Figure 5: Regulation of proteins encoded by disease genes by a pair of interacting proteins within the same motif.
figure 5

(a) Drugs act on disease gene productions via the regulation of a pair of interacting proteins in a sequential and cascade manner. (b) Drugs act on proteins encoded by disease genes by targeting an interacting protein pair in a parallel manner.

Table 2 Four cases with the same drug that target interacting protein pairs in a parallel manner from motif I.

The above findings indicate that the drugs targeting the same motif tend to have similar effects, thereby suggesting that the motif might be used as a potential drug target, especially when considering the development of novel multi-target therapies.
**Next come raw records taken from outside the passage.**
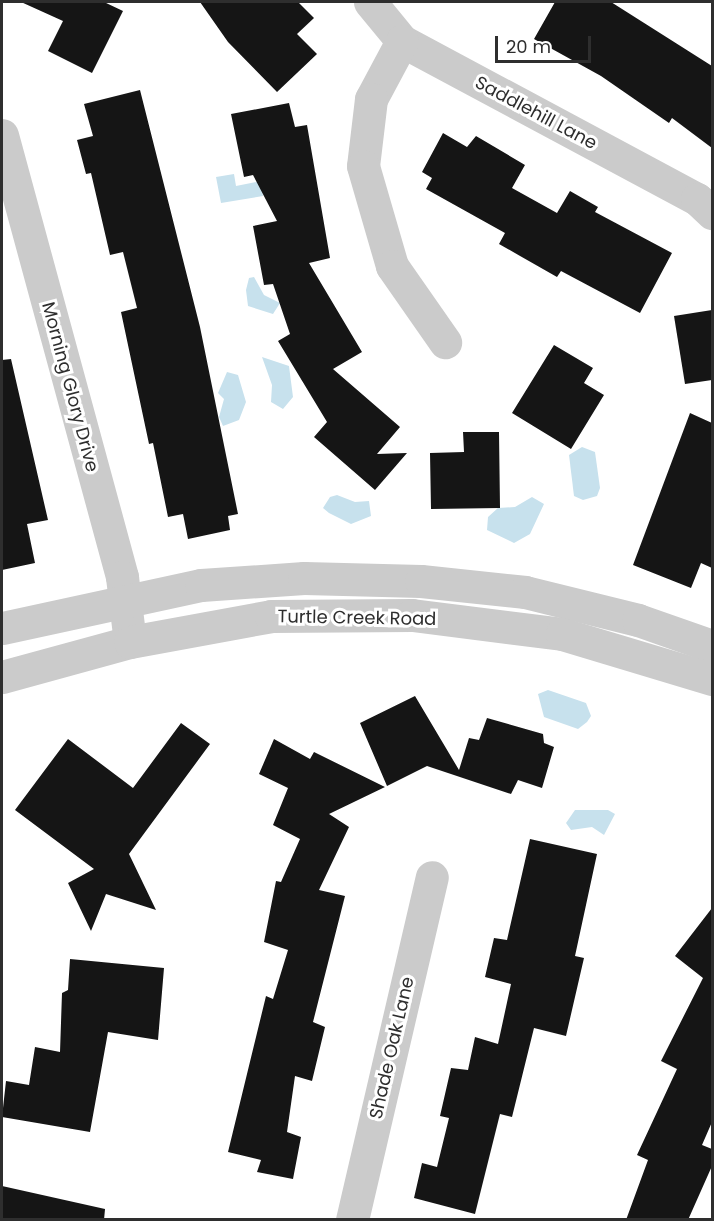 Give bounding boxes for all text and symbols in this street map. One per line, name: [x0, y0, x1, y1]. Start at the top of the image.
scale bar: [498, 24, 594, 62]
text: 20 m: [506, 34, 551, 59]
street label: Saddlehill Lane: [471, 72, 601, 154]
street label: Morning Glory Drive: [37, 300, 103, 474]
street label: Turtle Creek Road: [277, 606, 437, 630]
street label: Shade Oak Lane: [365, 975, 419, 1121] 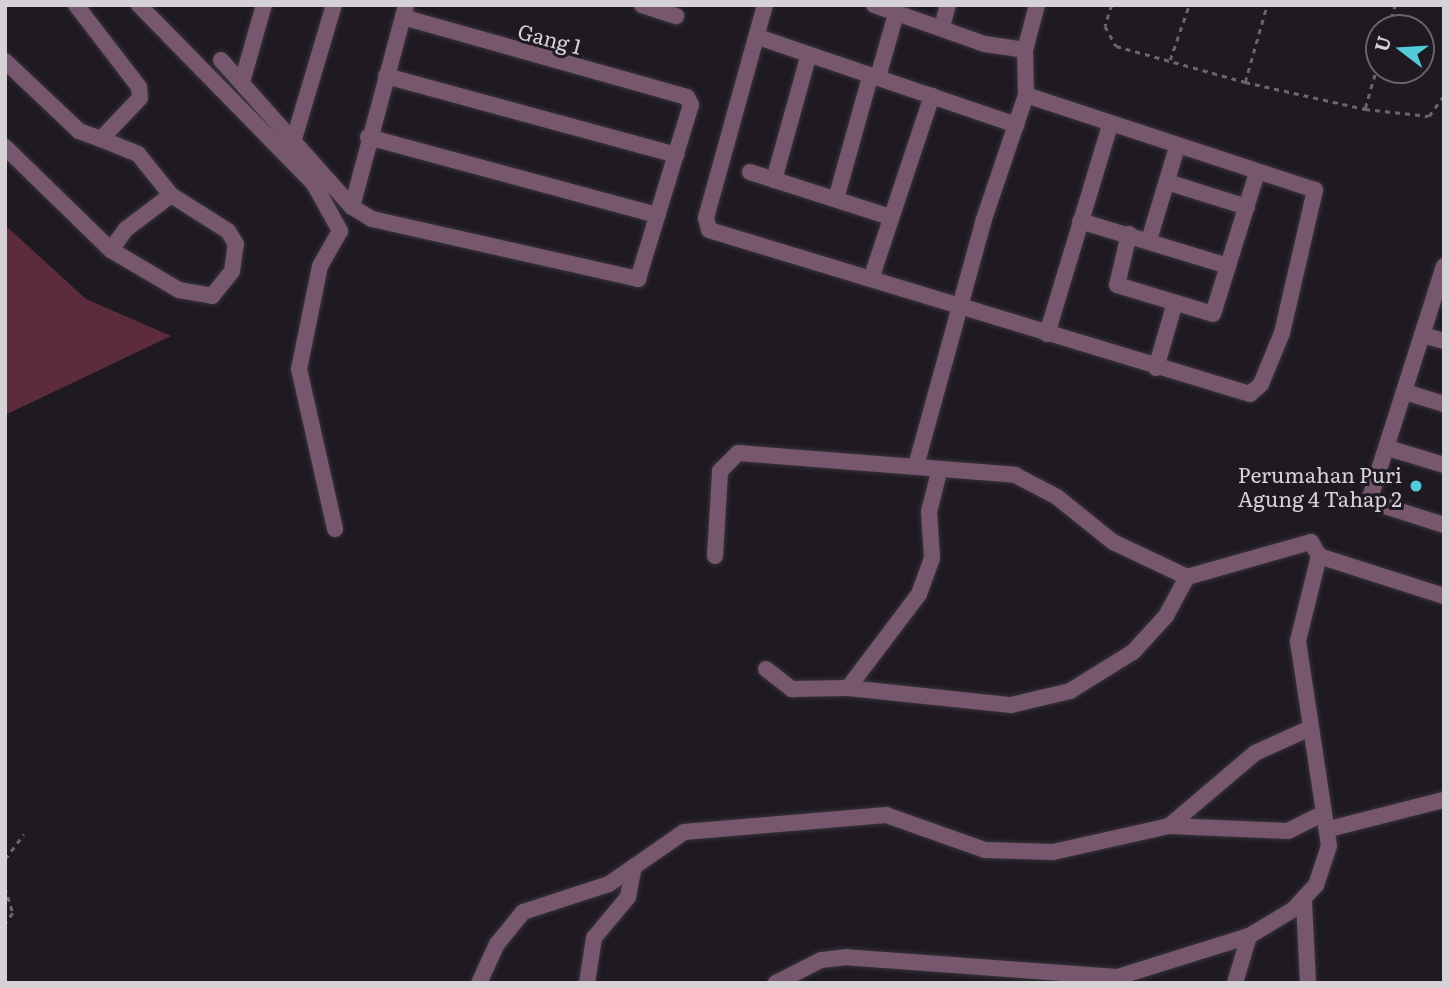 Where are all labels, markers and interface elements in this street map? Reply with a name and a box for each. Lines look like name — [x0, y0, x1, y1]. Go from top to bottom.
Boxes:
north arrow — [1365, 14, 1435, 84]
street label: Gang 1 — [515, 17, 585, 59]
text: U — [1366, 32, 1397, 55]
place label: Perumahan Puri Agung 4 Tahap 2 — [1238, 461, 1402, 511]
marker: Perumahan Puri Agung 4 Tahap 2 — [1408, 478, 1424, 494] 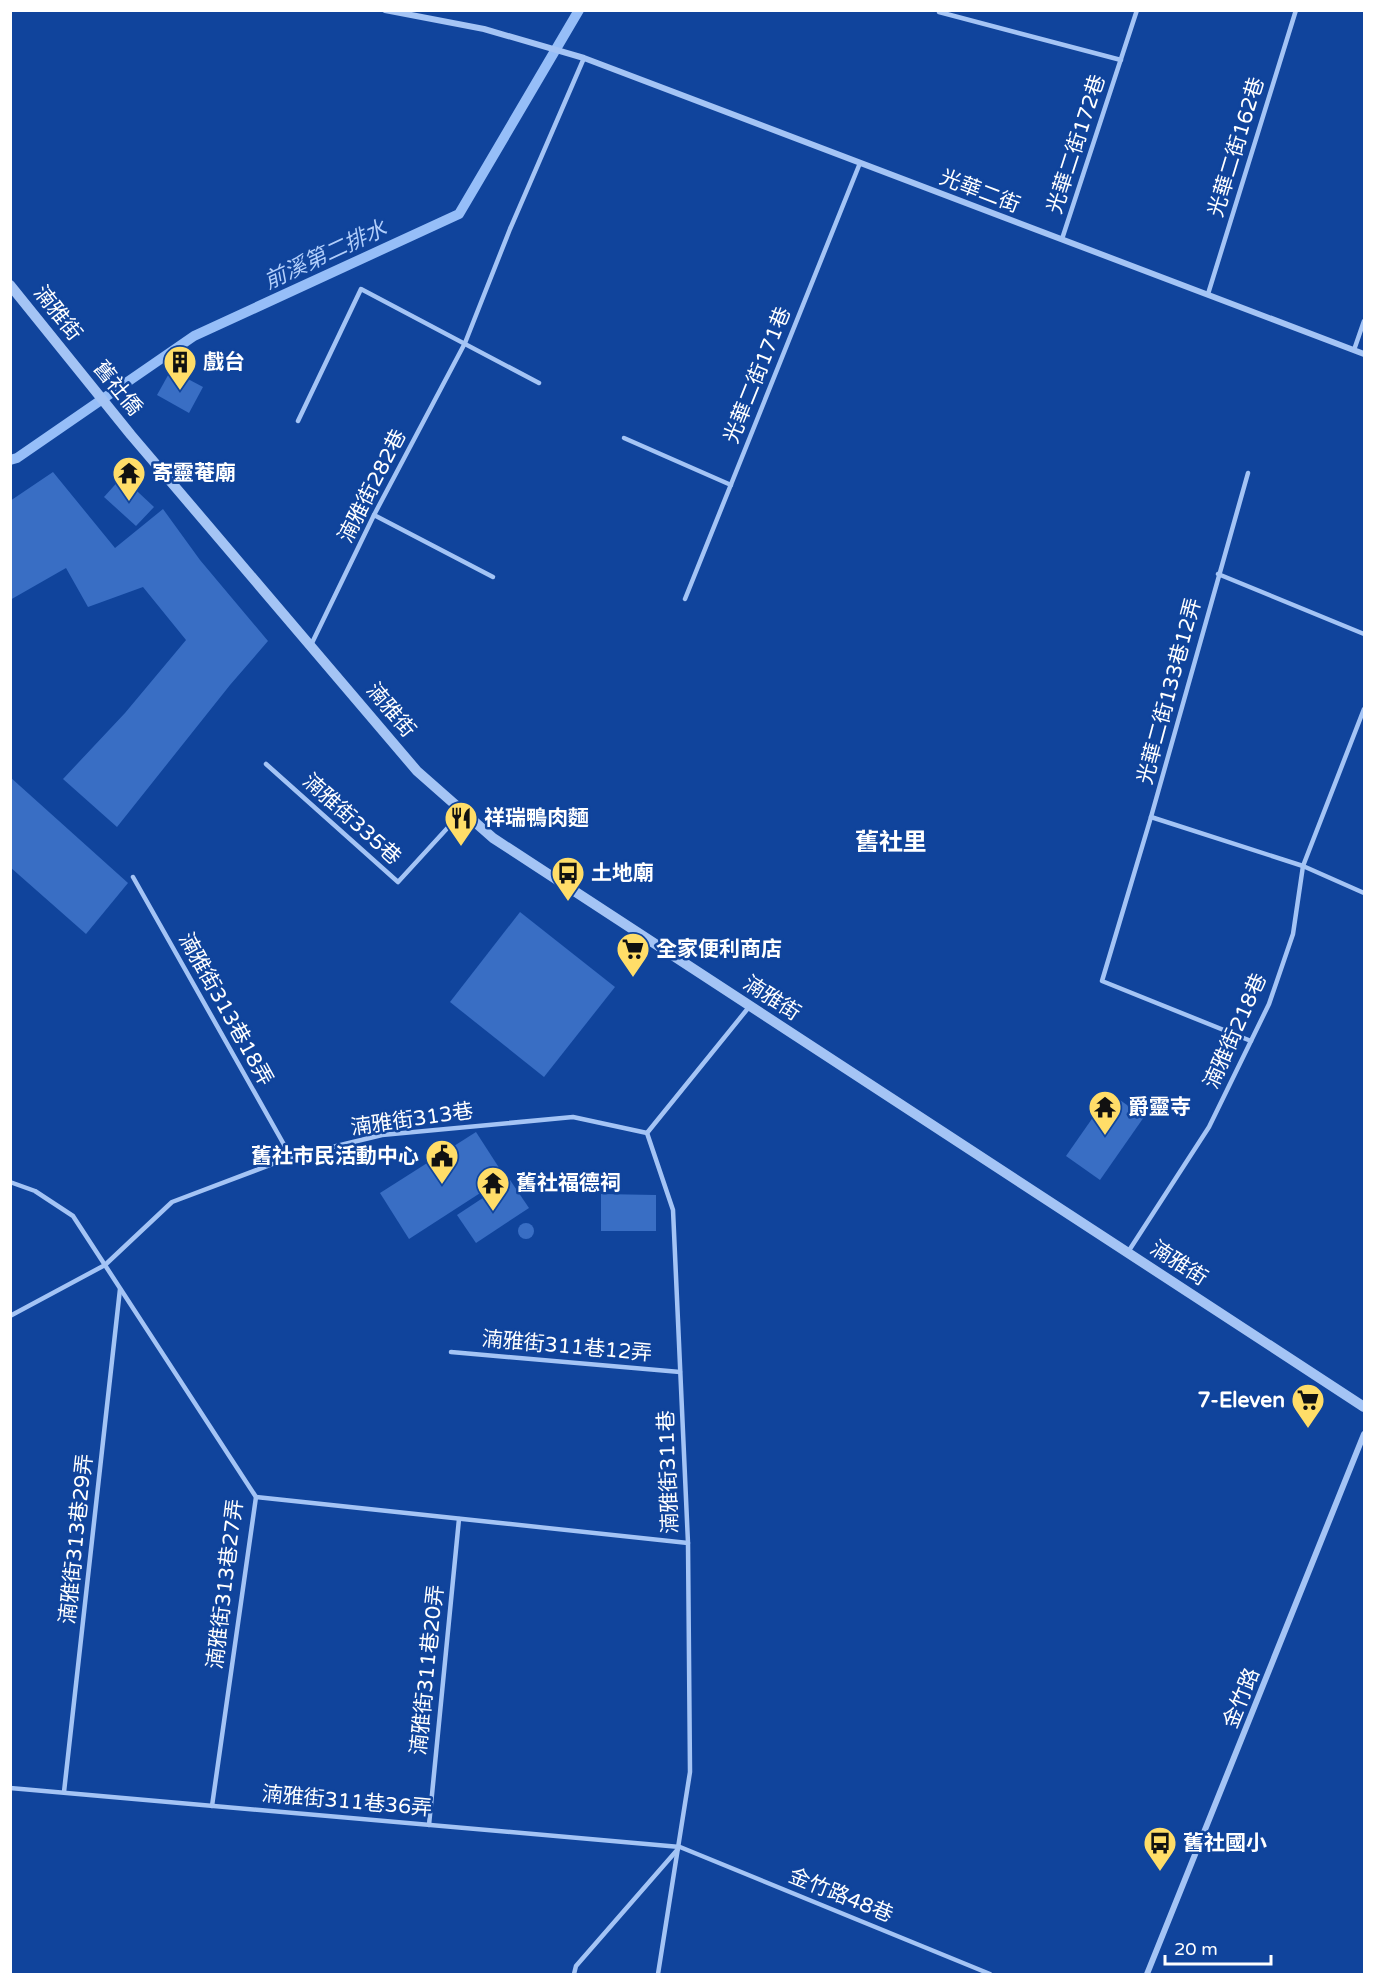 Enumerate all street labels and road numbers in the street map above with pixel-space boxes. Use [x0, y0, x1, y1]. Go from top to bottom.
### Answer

For example, dasatinib is a multi-target agent used to treat patients suffering from chronic myelogenous leukemia (CML) and Philadelphia chromosome-positive acute lymphoblastic leukemia20. Examining the proteins targeted by dasatinib in motif I can help to elucidate the mechanism of action of this drug. Among the target proteins, LCK and FYN are important for T-cell antigen receptor signal transduction21. FYN and SRC are also effectors of EGFR-mediated glioblastoma22 and play key roles in the growth and motility of glioblastoma. Thus, it is not surprising that dasatinib can be used to treat cancers in an efficient manner by targeting these proteins23. In motif V, marimastat is a synthesized matrix metallo-proteinase (MMP) inhibitor24 that targets motifs containing proteins MMP14 and MMP13. In motif II, marimastat targets motifs containing MMP2 and MMP9. Previous studies indicate that MMPs are responsible for the degradation of the extracellular matrix and they are related closely to tumor invasion and metastasis25. MMPs promote the formation of several tumors, thus marimastat has been used in the treatment of patients with cancers, including advanced pancreatic cancer and gastric cancer26,27.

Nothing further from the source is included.